■ Work instruction
Your reply must contain the full listing below, reproduced exactly, but no pictures.

━━━━

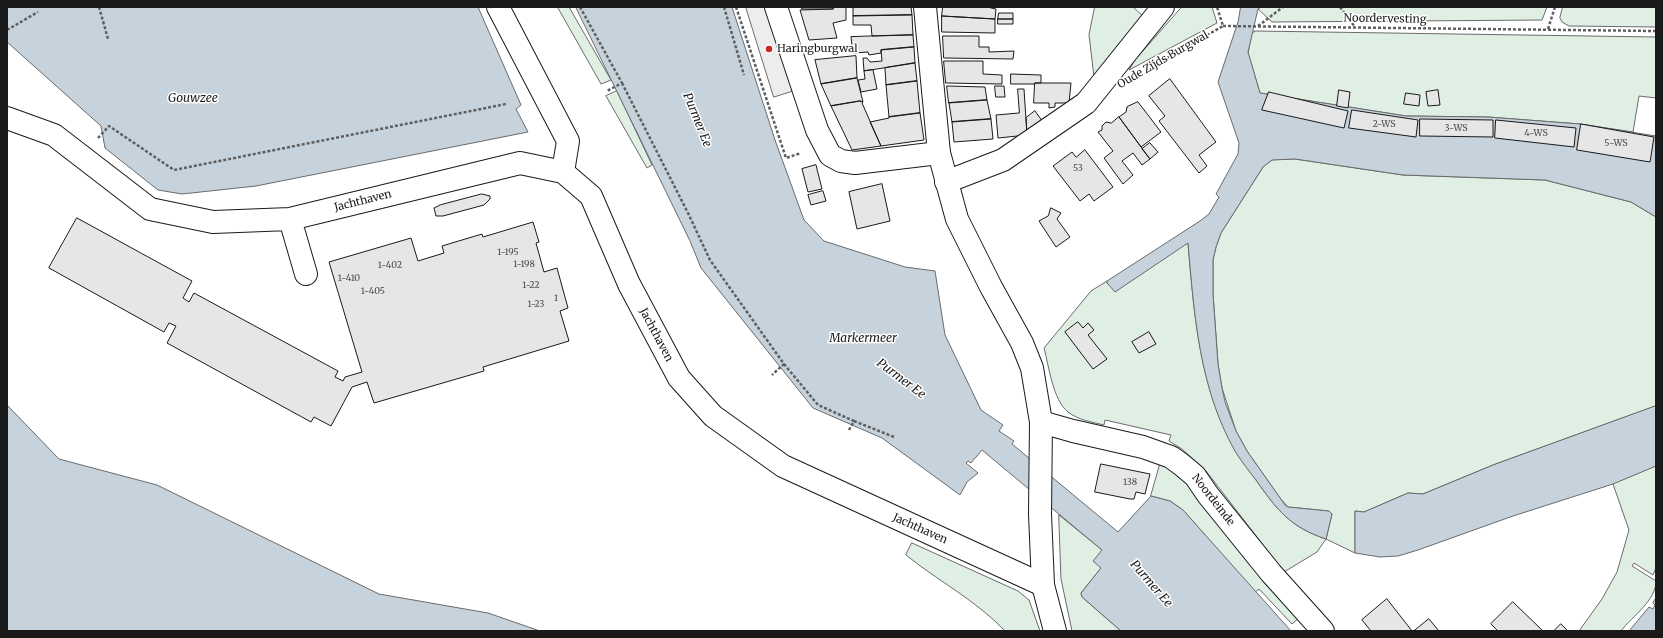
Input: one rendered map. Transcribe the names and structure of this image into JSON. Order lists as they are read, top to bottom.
{
  "streets": {
    "street": ["Oude Zijds Burgwal", "Jachthaven", "Noordeinde"],
    "path": ["Noordervesting"]
  },
  "crossings": [
    ["Noordervesting", "Oude Zijds Burgwal"]
  ],
  "water": ["Gouwzee", "Purmer Ee", "Markermeer"],
  "places": ["Haringburgwal"],
  "house_numbers": [
    "2-WS",
    "3-WS",
    "4-WS",
    "5-WS",
    "53",
    "1-195",
    "1-198",
    "1-402",
    "1-410",
    "1-22",
    "1-405",
    "1",
    "1-23",
    "138"
  ]
}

━━━━

■ Output of the exercise
Input: one rendered map. Transcribe the names and structure of this image into JSON. Order lists as they are read, top to bottom.
{
  "streets": {
    "street": ["Oude Zijds Burgwal", "Jachthaven", "Noordeinde"],
    "path": ["Noordervesting"]
  },
  "crossings": [
    ["Noordervesting", "Oude Zijds Burgwal"]
  ],
  "water": ["Gouwzee", "Purmer Ee", "Markermeer"],
  "places": ["Haringburgwal"],
  "house_numbers": [
    "2-WS",
    "3-WS",
    "4-WS",
    "5-WS",
    "53",
    "1-195",
    "1-198",
    "1-402",
    "1-410",
    "1-22",
    "1-405",
    "1",
    "1-23",
    "138"
  ]
}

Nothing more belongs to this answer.